This remission dataset

documents - and provided the means of - my losing 100 pounds of fat and rendering myself, according to my doctor, "no longer diabetic" within a year of diagnosis of type 2 diabetes. Despite my doctor's use of the word at the time, I don't claim to have "cured" myself. By this expert consensus definition, I achieved remission, having reached and sustained normal levels of blood glucose (blood sugar).

Type 2 diabetics who can achieve remission, or normoglycemia (euglycemia), are as close to a cure as is possible for a disorder characterized as chronic (no cure) and progressive (only gets worse). Remission can vastly improve quality of life and can forestall T2D's usual progression through comorbidities toward premature death.

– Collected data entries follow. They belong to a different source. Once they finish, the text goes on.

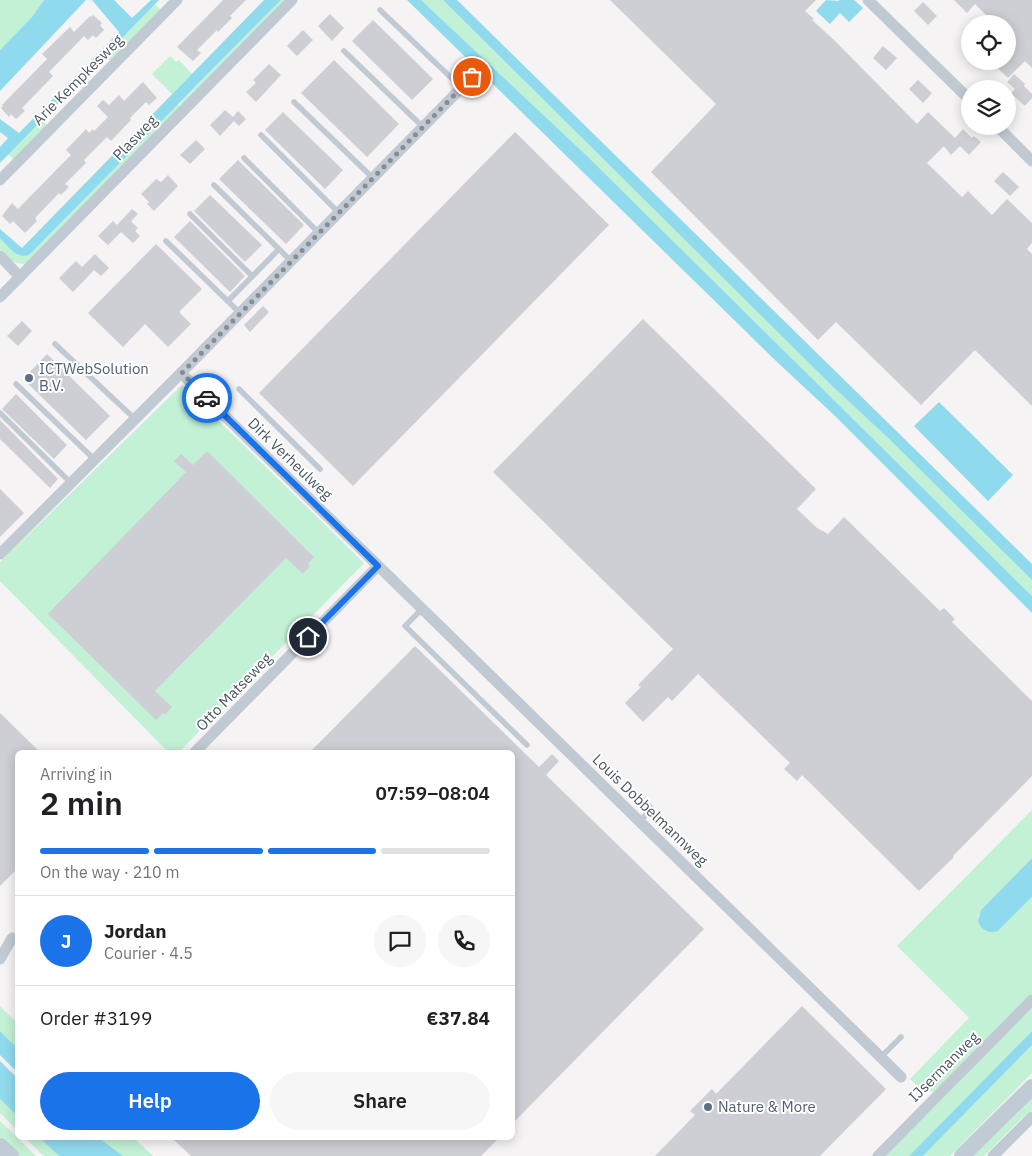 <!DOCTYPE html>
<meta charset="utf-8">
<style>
:root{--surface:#fff;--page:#f6f6f6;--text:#202124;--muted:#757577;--line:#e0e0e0;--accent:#1a73e8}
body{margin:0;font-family:"IBM Plex Sans",sans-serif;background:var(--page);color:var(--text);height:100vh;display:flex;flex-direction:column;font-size:19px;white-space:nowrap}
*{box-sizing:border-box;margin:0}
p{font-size:16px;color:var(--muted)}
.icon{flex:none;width:28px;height:28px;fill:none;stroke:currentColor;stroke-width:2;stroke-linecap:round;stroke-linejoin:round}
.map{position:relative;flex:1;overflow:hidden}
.sheet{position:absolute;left:15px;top:750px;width:500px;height:390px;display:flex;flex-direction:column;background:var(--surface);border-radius:8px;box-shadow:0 2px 12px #0003}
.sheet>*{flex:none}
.fabs{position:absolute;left:961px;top:15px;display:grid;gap:10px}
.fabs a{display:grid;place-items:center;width:55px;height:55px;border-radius:50%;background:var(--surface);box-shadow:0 2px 12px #0003;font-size:25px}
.pin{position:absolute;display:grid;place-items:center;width:42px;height:42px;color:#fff;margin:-21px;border:2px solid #fff;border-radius:50%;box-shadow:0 1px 5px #0007}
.courier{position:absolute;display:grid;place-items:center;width:50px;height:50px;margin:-25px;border:4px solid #1a73e8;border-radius:50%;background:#fff;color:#222;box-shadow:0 1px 6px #0007}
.headline em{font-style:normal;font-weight:600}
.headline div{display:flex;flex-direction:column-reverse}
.headline{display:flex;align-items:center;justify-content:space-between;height:85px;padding:0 25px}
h1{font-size:32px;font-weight:600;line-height:38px}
.bar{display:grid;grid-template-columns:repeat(4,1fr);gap:8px 5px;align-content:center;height:60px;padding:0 25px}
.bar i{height:6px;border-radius:4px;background:var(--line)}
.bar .active{background:var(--accent)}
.bar p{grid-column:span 4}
.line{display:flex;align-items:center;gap:12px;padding:0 25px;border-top:1px solid var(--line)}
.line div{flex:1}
.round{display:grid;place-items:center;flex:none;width:52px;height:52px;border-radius:26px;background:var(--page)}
.cta{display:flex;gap:10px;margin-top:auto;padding:10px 25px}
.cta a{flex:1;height:58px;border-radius:30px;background:var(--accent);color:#fff;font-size:20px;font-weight:600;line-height:58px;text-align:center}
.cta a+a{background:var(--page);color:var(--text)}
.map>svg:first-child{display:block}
</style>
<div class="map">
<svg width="1032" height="1156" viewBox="0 0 1032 1156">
<rect width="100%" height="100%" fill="#f5f3f3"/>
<g fill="#c3f1d5">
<path d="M0,0H44L32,17L0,50Z"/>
<path d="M281,0H287L183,106L180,103Z"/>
<path d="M421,0H443L829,383L888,438L1032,580V596L585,154Z"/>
<path d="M155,4L161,10L111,61L105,55Z"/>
<path d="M170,56L176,62L179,60L192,74L172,94L152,74Z"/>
<path d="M178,104L181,107L29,262C15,268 9,258 0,249V238L19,255L35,249Z"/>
<path d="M42,120L48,126L14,160L8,154Z"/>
<path d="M182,385L364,563L179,752H168L0,581V562Z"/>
<path d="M1032,810V858L981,910L978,917L998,931L1032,897V994L939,1089C926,1096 919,1088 910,1079L969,1018L897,946Z"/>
<path d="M0,1006L17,1023V1048L0,1031Z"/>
<path d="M1032,1006V1031L909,1156H884Z"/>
<path d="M1032,1045V1073L950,1156H923Z"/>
<path d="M1032,1091V1110L1022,1118L984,1156H968Z"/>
<path d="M0,1099L17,1116V1130L0,1113Z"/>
<path d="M0,1121L36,1156H19L0,1137Z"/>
<path d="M25,1138H40L59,1156H44Z"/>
<path d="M99,1138H134L153,1156H123Z"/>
</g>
<g fill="#90daee">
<path d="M44,0H86L0,91V50L32,17Z"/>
<path d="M92,0H114L132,18L151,0H159L0,163V147L8,138L0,132V119L19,133L119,32Z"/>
<path d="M264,0H281L30,254C18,261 8,246 0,238V229L22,248Z"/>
<path d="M407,0H421L585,154L1032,596V613L834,415L775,360Z"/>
<path d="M443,0H457L1032,564V580L888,438L829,383Z"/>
<path d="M826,0L838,1L840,0H854L863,8L849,22L840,13L830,24L816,11Z"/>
<path d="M939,402L1013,475L988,501L914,426Z"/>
<path d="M1032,858V897L998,931C988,934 981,930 978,921L981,910Z"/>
<path d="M0,1031L17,1048V1072L0,1055Z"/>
<path d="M1032,1031V1045L923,1156H909Z"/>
<path d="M0,1061L17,1078V1116L0,1099Z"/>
<path d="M40,1138H99L123,1156H59Z"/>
</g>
<g fill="#cdcfd5">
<path d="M223,0H246L230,16L232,18L218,32L217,30L197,50L201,53L193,61L177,47Z"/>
<path d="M610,0H816L805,11L814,19L812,20L834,40L917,124L928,112L955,138L963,129L972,138L974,136L981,142L969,155L960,146L951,155L944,146L927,163L962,197L968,191L992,215L1007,199L1032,223V243L1027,249L1032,254V406L975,350L921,405L836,322L818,340L651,172L716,104Z"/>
<path d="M954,0H1032V68L1025,61L1008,78L990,61H1008V24H995L975,4L967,13Z"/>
<path d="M923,2L937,16L928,25L914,11Z"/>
<path d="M330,14L344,28L332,41L318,26Z"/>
<path d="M93,15L102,23L100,25L104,30L96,38L93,35L88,40L84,36L49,72L53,76L22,108L25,111L16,119L11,114L9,117L1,108L3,106L2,105L47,59L42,54L70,27L74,32L90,16L91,17Z"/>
<path d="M373,20L433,79L412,100L352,41Z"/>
<path d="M303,30L313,40L297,56L287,46Z"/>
<path d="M883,46L897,58L886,70L873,58Z"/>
<path d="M334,60L399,124L367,157L301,93Z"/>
<path d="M269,64L281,75L256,102L246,92L256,83L253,80Z"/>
<path d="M1014,74L1025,84L1024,86L1032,94V98L1025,106L1011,93L1015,89L1007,82Z"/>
<path d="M918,80L932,93L923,103L909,89Z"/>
<path d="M143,82L157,98L149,105L146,102L130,118L131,120L111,141L107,137L84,160L86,163L65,184L69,187L61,195L59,193L35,218L37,221L25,233L13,221L10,224L2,216L12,203L18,209L63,163L71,155L66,150L86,129L89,133L93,129L94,131L108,117L97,106L103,100L109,105L119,95L124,101Z"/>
<path d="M225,110L233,117L238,111L246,119L239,126L234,121L220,136L210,125Z"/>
<path d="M283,112L343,170L325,189L265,130Z"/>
<path d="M515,132L609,225L353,486L259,393Z"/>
<path d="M196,140L205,149L190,164L180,155Z"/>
<path d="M238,160L304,225L286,244L219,179Z"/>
<path d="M1003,172L1019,187L1010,196L994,181Z"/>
<path d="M168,175L178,186L154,211L147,204L149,202L141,194L156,179L161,182Z"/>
<path d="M210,195L262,245L245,262L194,211Z"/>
<path d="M132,209L138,214L131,221L138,228L135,231L140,236L133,243L121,232L108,245L98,236L113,221L117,225Z"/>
<path d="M190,221L245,276L230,292L174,237Z"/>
<path d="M156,244L202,289L179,312L191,324L168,347L145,324L123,347L88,313Z"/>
<path d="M95,254L109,268L101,276L94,270L73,292L59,278L76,261L82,267Z"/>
<path d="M263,306L269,312L250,332L244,325Z"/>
<path d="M643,319L816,489L797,509L817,528L828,534L844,517L940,611L944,608L955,619L952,622L1032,701V776L953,856L954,857L919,891L802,775L797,781L784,769L790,763L698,674L672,701L668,697L643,722L625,703L641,687L638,685L673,649L493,472Z"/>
<path d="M22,321L32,331L18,346L7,336Z"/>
<path d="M47,354L110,416L86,440L23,379Z"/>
<path d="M16,394L67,445L54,459L2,409Z"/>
<path d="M0,420L58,479L50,488L0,439Z"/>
<path d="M207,451L314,557L308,564L310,566L303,574L286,558L155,691L172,707L165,715L163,713L156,720L48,614L186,472L174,461L181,454L193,465Z"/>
<path d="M0,489L24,513L0,537Z"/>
<path d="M415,646L539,767L552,754L559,761L546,775L704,929L512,1124V752H310Z"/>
<path d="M0,713L40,752H18V868L0,886Z"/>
<path d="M802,1006L886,1089L820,1156H655L695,1115L690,1111L712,1089L716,1094Z"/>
<path d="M172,1138H499L481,1156H191Z"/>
</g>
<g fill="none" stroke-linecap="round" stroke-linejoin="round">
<g stroke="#c1cad2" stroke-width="5.5">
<path d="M380,10L462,88"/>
<path d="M344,51L423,127"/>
<path d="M294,102L373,178"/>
<path d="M261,135L339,213"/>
<path d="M244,158L319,233"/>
<path d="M214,185L291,261"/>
<path d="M190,214L252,276"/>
<path d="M166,241L240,313"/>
<path d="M228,301L279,249"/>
<path d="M55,344L135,419"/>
<path d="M16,384L95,460"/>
<path d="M239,389L320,469"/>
<path d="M0,413L71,483"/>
<path d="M422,609L405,626L527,745"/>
<path d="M639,796L651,808L640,822"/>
<path d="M881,1057L901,1037"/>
</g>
<g stroke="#c1cad2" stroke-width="11">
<path d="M868,0L970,100"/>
<path d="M997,126L1032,161"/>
<path d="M0,180L177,0"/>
<path d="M0,256L20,277"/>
<path d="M0,297L292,0"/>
<path d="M181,373L901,1077"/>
<path d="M0,554L181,373L472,77"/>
<path d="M195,752L378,566"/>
<path d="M0,959L12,938"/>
<path d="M878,1156L1032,1000"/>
<path d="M993,1156L1032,1117"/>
</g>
<g stroke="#c1cbd6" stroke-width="16">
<path d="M0,1146L11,1156"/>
<path d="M962,1156L1032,1087"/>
</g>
</g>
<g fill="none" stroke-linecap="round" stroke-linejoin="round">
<path stroke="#868d94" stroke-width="5" stroke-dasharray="0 9" d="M207,398L182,373L472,77"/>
<path stroke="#1a73e8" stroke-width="6" d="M207,398L378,566L308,637"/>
</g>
<g fill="#5c6f8a" stroke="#fff" stroke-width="2">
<circle cx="29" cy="378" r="5"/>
<circle cx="708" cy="1107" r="5"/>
</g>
<g text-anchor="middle" stroke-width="4" stroke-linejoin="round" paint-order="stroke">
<g font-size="15" fill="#4a5661" stroke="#fff">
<text transform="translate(78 80) rotate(-45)" y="5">Arie Kempkesweg</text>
<text transform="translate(135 138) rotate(-46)" y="5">Plasweg</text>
<text transform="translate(290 459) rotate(44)" y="5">Dirk Verheulweg</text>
<text transform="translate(234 692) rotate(-46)" y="5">Otto Matseweg</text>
<text transform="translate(650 810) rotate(44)" y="5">Louis Dobbelmannweg</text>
<text transform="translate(944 1067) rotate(-45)" y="5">IJsermanweg</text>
</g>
<g font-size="15" fill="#4e5e75" stroke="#fff" text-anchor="start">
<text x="39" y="374">ICTWebSolution<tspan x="39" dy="17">B.V.</tspan></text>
<text x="718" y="1112">Nature &amp; More</text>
</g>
</g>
</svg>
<div class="fabs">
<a><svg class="icon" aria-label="locate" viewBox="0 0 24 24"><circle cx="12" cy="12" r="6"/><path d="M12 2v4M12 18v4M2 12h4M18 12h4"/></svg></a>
<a><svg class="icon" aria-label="layers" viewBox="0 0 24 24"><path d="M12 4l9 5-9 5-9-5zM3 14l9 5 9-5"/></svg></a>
</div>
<div class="pin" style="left:472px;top:77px;background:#ea580c"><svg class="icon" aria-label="bag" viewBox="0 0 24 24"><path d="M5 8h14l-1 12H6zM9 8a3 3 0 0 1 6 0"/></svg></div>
<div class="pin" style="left:308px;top:637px;background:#1f2937"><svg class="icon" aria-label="home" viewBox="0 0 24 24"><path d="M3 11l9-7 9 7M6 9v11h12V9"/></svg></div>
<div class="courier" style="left:207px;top:398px"><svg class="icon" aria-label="car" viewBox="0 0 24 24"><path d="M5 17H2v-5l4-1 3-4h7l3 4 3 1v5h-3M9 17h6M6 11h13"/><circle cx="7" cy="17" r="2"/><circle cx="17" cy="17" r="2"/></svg></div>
<section class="sheet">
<div class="headline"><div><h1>2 min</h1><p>Arriving in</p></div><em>07:59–08:04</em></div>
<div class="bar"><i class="active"></i><i class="active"></i><i class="active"></i><i></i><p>On the way · 210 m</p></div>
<div class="line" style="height:90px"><b class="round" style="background:var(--accent);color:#fff">J</b><div><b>Jordan</b><p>Courier · 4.5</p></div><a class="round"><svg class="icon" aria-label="chat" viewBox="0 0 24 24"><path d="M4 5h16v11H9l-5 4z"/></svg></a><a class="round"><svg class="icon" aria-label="phone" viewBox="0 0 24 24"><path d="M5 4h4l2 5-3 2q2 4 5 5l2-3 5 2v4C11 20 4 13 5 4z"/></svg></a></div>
<div class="line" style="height:65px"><div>Order #3199</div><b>€37.84</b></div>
<div class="cta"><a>Help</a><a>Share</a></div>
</section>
</div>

Day-to-day data are self-reported. Medical outcomes are documented by Kaiser-Permanente.

eye risk before diagnosis

A recent study proposes new thresholds for predicting risk of diabetic retinopathy. Using more precise gradation in the "good control" or "prediabetic" range than comparable earlier research, Massin et al. found the following correlations among 700 French volunteers studied for ten years, and were confident in proposing them as predictive:
HbA1c %fasting plasma glucose mg/dLpredicted retinopathy
6.06.0%
1088.4%
11614.0%
6.514.8%
The takeaway? A difference in the range of half a percentage point of HbA1c, or 8 mg/dL of fasting plasma glucose, roughly doubles one's risk of potentially blinding retinopathy, from about one in 15 to one in 7. This risk correlation held even among subjects who did not develop diabetes, as currently defined, over the course of the study, retaining their diagnosis of "impaired fasting glucose".
The current diagnostic threshold for diabetes is an HbA1c of 6.5, the highest value in the proposed predictive model. Since the diagnostic threshold in terms of fasting blood glucose is 126 mg/dL, the remaining values are well below the threshold, in the so-called "prediabetic" range. Normoglycemic, neither diabetic nor prediabetic, is currently defined (at the upper end) as under 100 mg/dL fasting glucose or under 5.7% HbA1c.
I have two reasons for highlighting this study:
  • Absent a risk of going hypoglycemic—into dangerously low blood glucose levels—there is a compelling argument for driving blood glucose levels down even if you are being told, as people in the "prediabetic" range often are, that they have "good control". A level of control that may double my risk of blindness doesn't seem to me to have much good about it. (Type 1 diabetics or others considered to be at higher risk for "going hypo" may want to check with their care team about the extent to which tight control might mitigate both short- and long-term risks.)
  • If diabetes is a progressive, degenerative, debilitating, and potentially fatal disease with multiple comorbidities—it is—and if "prediabetes" is an independent mortality risk whose defining numbers successfully predict so-called "complications", or more precisely late-stage symptoms, of diabetes—it is and they do—why on Earth is the diabetic establishment still sugar-coating the reality of this disease by mucking around with terms like "prediabetes"? When will medicine catch up with science and lower the diagnostic threshold? It has done so before, and can do so again. Come the day!